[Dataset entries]
+===+
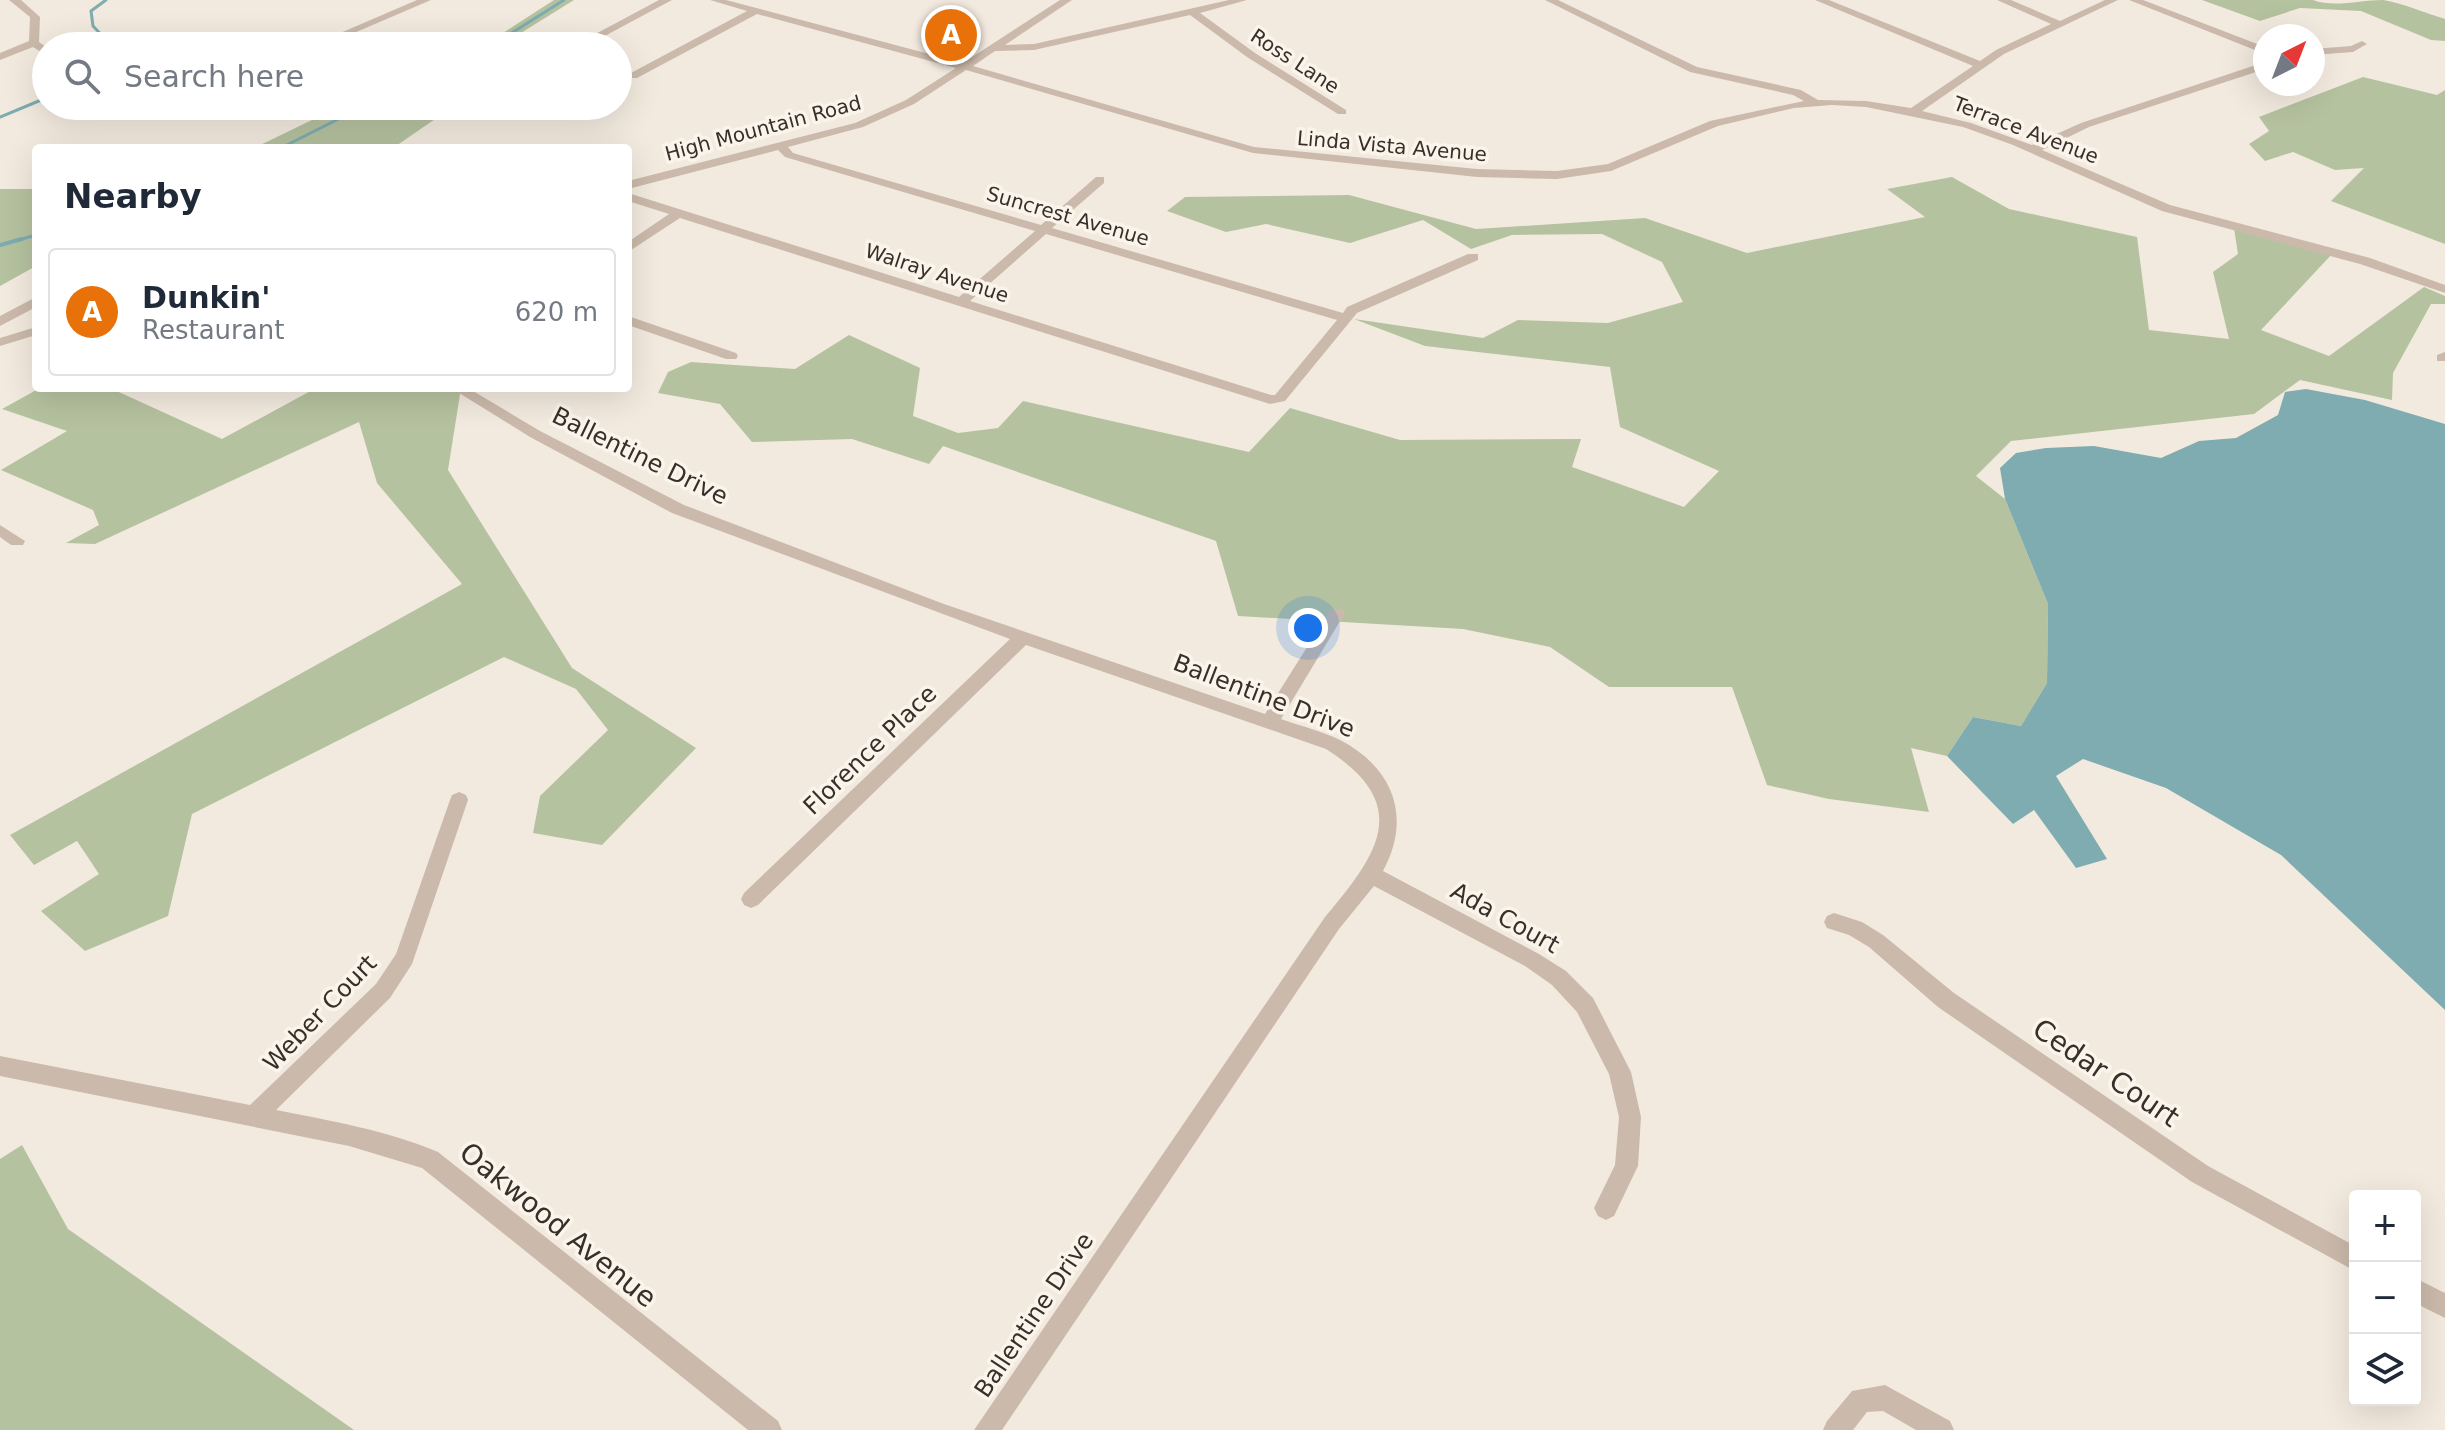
<!DOCTYPE html>
<html lang="en">
<head>
<meta charset="utf-8">
<style>
	:root { --surface:#fff; --page:#f6f6f7; --text:#1f2937; --muted:#747a83; --line:#e0e1e3; --accent:#1f545a }
	body { margin:0; font-family:"DejaVu Sans",sans-serif; background:var(--page); color:var(--text) }
	.controls { position:absolute; right:24px; bottom:24px; display:grid; overflow:hidden; border-radius:8px; box-shadow:0 8px 32px #0002 }
	.controls button { width:72px; height:72px; display:grid; place-items:center; padding:0; border:0; border-bottom:2px solid var(--line); background:var(--surface); color:var(--text); font:40px sans-serif }
	.compass { position:absolute; left:2253px; top:24px; width:72px; height:72px; border-radius:50%; background:var(--surface); box-shadow:0 8px 32px #0002; rotate:42deg }
	.you { position:absolute; left:1308px; top:628px; width:28px; height:28px; margin:-20px; border:6px solid #fff; border-radius:50%; background:#1a73e8; box-shadow:0 0 0 12px #1a73e833 }
	.badge { display:grid; place-items:center; width:52px; height:52px; border-radius:50%; background:var(--accent); color:#fff; font-size:26px; font-weight:700 }
	.pin { position:absolute; translate:-50% -50%; border:4px solid #fff; box-shadow:0 2px 8px #0006 }
	.list { margin:0; padding:0; list-style:none }
	h2 { display:flex; justify-content:space-between; align-items:center; height:104px; margin:0; padding:0 32px; font-size:34px }
	h2 small { font-size:26px; font-weight:400; color:var(--muted) }
	.list li { display:grid; grid-template-columns:52px 1fr auto; gap:24px; align-items:center; box-sizing:border-box; height:128px; margin:0 16px 16px; padding:0 16px; border:2px solid var(--line); border-radius:8px }
	.list b { display:block; font-size:30px; white-space:nowrap }
	.list p { margin:0; font-size:26px; white-space:nowrap; color:var(--muted) }
	.list em { font-size:26px; font-style:normal; color:var(--muted) }
	.icon { flex:none; width:44px; height:44px; fill:none; stroke:currentColor; stroke-width:2; stroke-linecap:round; stroke-linejoin:round }
	.map { position:relative; flex:none; width:2445px; height:1430px; overflow:hidden }
	.search { position:absolute; background:var(--surface); box-shadow:0 8px 32px #0002; left:32px; top:32px; width:600px; height:88px; display:flex; align-items:center; gap:20px; box-sizing:border-box; padding:0 28px; border-radius:44px; color:var(--muted); font-size:30px }
	.panel { position:absolute; background:var(--surface); box-shadow:0 8px 32px #0002; left:32px; top:144px; width:600px; height:248px; border-radius:8px }
	.map>svg:first-child { display:block }
</style>
</head>
<body>
<div class="map">
<svg width="2445" height="1430" viewBox="0 0 2445 1430">
	<rect width="100%" height="100%" fill="#f3eadf"/>
	<!-- green -->
	<path fill="#b5c29f" d="M554,0H574L500,46H483Z
		M2202,0H2313C2334,8 2360,0 2383,0C2403,3 2425,13 2445,19V41L2431,40L2361,11L2300,8L2260,21Z
		M2363,77L2437,95L2445,90V244L2331,201L2364,168L2335,170L2293,152L2265,161L2249,144L2269,131L2259,117Z
		M341,106H454L393,148H254Z
		M1952,177L2009,209L2137,237L2149,330L2229,339L2213,272L2238,254L2234,228L2333,253L2261,330L2329,356L2424,287L2445,296V304H2431L2393,373L2392,400L2300,380L2254,414L2011,441L1976,476L2005,499L2048,604L2047,683L2021,726L1973,717L1947,756L1911,748L1929,812L1829,799L1767,785L1732,687H1609L1550,647L1463,629L1238,616L1216,541L943,446L929,464L852,439L752,442L720,404L658,393L668,372L691,362L795,369L849,335L920,368L913,416L958,433L998,428L1023,401L1249,452L1290,408L1400,440L1581,439L1572,467L1684,507L1719,471L1620,427L1610,367L1425,346L1354,319L1483,338L1518,320L1608,323L1683,302L1662,262L1602,234L1512,235L1471,249L1423,220L1350,243L1266,224L1226,232L1167,211L1185,197L1349,195L1476,229L1645,218L1747,253L1925,217L1887,189Z
		M0,189H36V266L0,286Z
		M40,388H110L222,439L316,388H461L448,470L572,668L696,748L602,845L533,833L540,796L608,730L576,689L504,657L192,814L168,916L85,951L41,911L99,874L77,841L34,865L10,835L462,584L377,483L359,422L95,544L66,543L99,525L93,510L1,470L67,431L2,409Z
		M22,1145L68,1229L354,1430H0V1159Z"/>
	<!-- water -->
	<path fill="#7eacb0" d="M2306,389L2365,400L2445,424V1010L2281,855L2166,788L2083,759L2056,776L2107,859L2076,868L2034,810L2013,824L1947,756L1973,717L2021,726L2047,683L2048,604L2005,499L2000,468L2016,453L2046,448L2094,446L2161,458L2199,441L2236,438L2278,415L2285,392Z"/>
	<g fill="none" stroke-linecap="round" stroke-linejoin="round">
		<!-- stream-far1 -->
		<path stroke="#7eacb0" stroke-width="3" d="M106,0L91,11L93,26L112,46
			M491,46L564,0
			M0,117L46,98
			M281,148L364,106
			M15,241L36,235"/>
		<!-- stream -->
		<path stroke="#7eacb0" stroke-width="4" d="M0,245L22,239"/>
		<!-- minor -->
		<path fill="#cbbaab" fill-rule="evenodd" d="M9,0H21L40,17L39,42L46,47V55L33,47L0,60V53L29,41L30,17Z
			M417,0H431L347,36L338,34Z
			M659,0H672L586,46H573Z
			M710,0H726L963,63L1060,0H1072L1005,45L1034,44L1229,0H1247L1200,13L1255,53L1346,110V114H1338L1247,57L1190,15L1034,50L995,51L973,66L1254,147L1477,169L1557,171L1608,164L1710,121L1804,101L1793,95L1690,72L1545,0H1558L1697,67L1801,90L1818,100L1866,101L1911,108L1973,66L1815,0H1829L1980,61L1996,50L2051,24L1997,0H2011L2060,21L2105,0H2118L2004,54L1922,111L1971,123L2032,145L2081,123L2265,62V69L2089,127L2042,150L2170,205L2370,258L2445,285V293L2360,264L2162,211L2013,145L1963,127L1866,107L1832,105L1794,108L1718,126L1611,171L1557,179L1477,177L1253,153L966,70L914,104L863,127L788,147L793,153L1041,225L1096,177H1104V183L1052,228L1343,313L1347,307L1468,254H1478V260L1357,313L1285,401L1270,404L680,218L628,252V242L669,214L628,201V193L959,297L1035,231L785,157L778,150L628,189V181L855,123L906,100L956,68L757,14L637,78H629V74L747,11ZM1046,234L1337,320L1275,395H1271L970,301Z
			M2129,0H2143L2265,47V54Z
			M2362,41L2367,44L2353,52L2313,55V49L2351,46Z
			M36,297V307L0,326V316Z
			M628,316L736,353L738,356L736,359H726L628,325Z
			M36,327V335L0,346V338Z
			M2445,352V361H2437V355Z
			M451,388H468L540,431L684,505L944,604L1265,714L1331,609H1343L1345,613L1281,719C1300,726 1322,731 1340,740C1394,768 1412,818 1383,871L1539,954L1566,971L1593,998L1631,1072L1641,1117L1638,1166L1614,1216L1606,1220L1598,1216L1594,1208L1615,1165L1619,1117L1609,1074L1577,1012L1552,985L1525,966L1374,886L1339,929L1002,1430H974L1325,917C1378,854 1414,805 1326,749L1026,645L758,905L751,908L744,905L741,899L744,893L1010,639L672,513L530,437Z
			M0,525L25,541L23,545H11L0,537Z
			M459,792L466,795L468,800L412,964L390,998L276,1110C331,1121 386,1130 438,1152L778,1421L782,1430H748L422,1168L349,1146L0,1076V1056L250,1105L376,984L396,954L450,800L452,795Z
			M1834,913L1862,922L1883,935L1954,993L2208,1166L2355,1246V1271L2192,1182L1938,1007L1869,947L1849,935L1827,928L1824,922L1827,916Z
			M2415,1278L2445,1293V1318L2415,1303Z
			M1885,1385L1950,1421L1954,1430H1916L1883,1411L1867,1412L1853,1430H1823L1827,1421L1852,1391Z"/>
	</g>
	<g text-anchor="middle" dominant-baseline="central" stroke-width="7" stroke-linejoin="round" paint-order="stroke">
		<!-- far-street labels -->
		<g font-size="20" fill="#392f2a" stroke="#faf4eb">
			<text transform="translate(1295 61) rotate(33)">Ross Lane</text>
			<text transform="translate(763 128) rotate(-15)">High Mountain Road</text>
			<text transform="translate(2026 130) rotate(21)">Terrace Avenue</text>
			<text transform="translate(1392 146) rotate(5)">Linda Vista Avenue</text>
			<text transform="translate(1068 216) rotate(16)">Suncrest Avenue</text>
			<text transform="translate(937 273) rotate(18)">Walray Avenue</text>
		</g>
		<!-- street labels -->
		<g font-size="24" fill="#392f2a" stroke="#faf4eb">
			<text transform="translate(640 456) rotate(26)">Ballentine Drive</text>
			<text transform="translate(1264 696) rotate(21)">Ballentine Drive</text>
			<text transform="translate(870 750) rotate(-44)">Florence Place</text>
			<text transform="translate(1505 918) rotate(29)">Ada Court</text>
			<text transform="translate(320 1013) rotate(-46)">Weber Court</text>
			<text transform="translate(1034 1315) rotate(-56)">Ballentine Drive</text>
		</g>
		<!-- near-street labels -->
		<g font-size="28" fill="#392f2a" stroke="#faf4eb">
			<text transform="translate(2106 1073) rotate(34)">Cedar Court</text>
			<text transform="translate(558 1225) rotate(39)">Oakwood Avenue</text>
		</g>
	</g>
</svg>
<div class="controls">
<button>+</button>
<button>−</button>
<button><svg class="icon" aria-label="layers" viewBox="0 0 24 24"><path d="M12 4l9 5-9 5-9-5zM3 14l9 5 9-5"/></svg></button>
</div>
<svg class="compass" viewBox="-18 -18 36 36"><path d="M0-13l5 13h-10z" fill="#e53935"/><path d="M0 13l5-13h-10z" fill="#747a83"/></svg>
<div class="you"></div>
<div class="pin badge" style="left:951px;top:35px;background:#e8710a">A</div>
<div class="search"><svg class="icon" aria-label="search" viewBox="0 0 24 24"><circle cx="10" cy="10" r="6"/><path d="M15 15l6 6"/></svg>Search here</div>
<section class="panel">
<h2>Nearby<small></small></h2>
<ul class="list">
<li><span class="badge" style="background:#e8710a">A</span><div><b>Dunkin'</b><p>Restaurant</p></div><em>620 m</em></li>
</ul>
</section>
</div>
</body>
</html>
+===+
_Exercise directions:_
Find "badge" in the preceding records. Copy each line that holds it.

_Response to the task:_
	.badge { display:grid; place-items:center; width:52px; height:52px; border-radius:50%; background:var(--accent); color:#fff; font-size:26px; font-weight:700 }
<div class="pin badge" style="left:951px;top:35px;background:#e8710a">A</div>
<li><span class="badge" style="background:#e8710a">A</span><div><b>Dunkin'</b><p>Restaurant</p></div><em>620 m</em></li>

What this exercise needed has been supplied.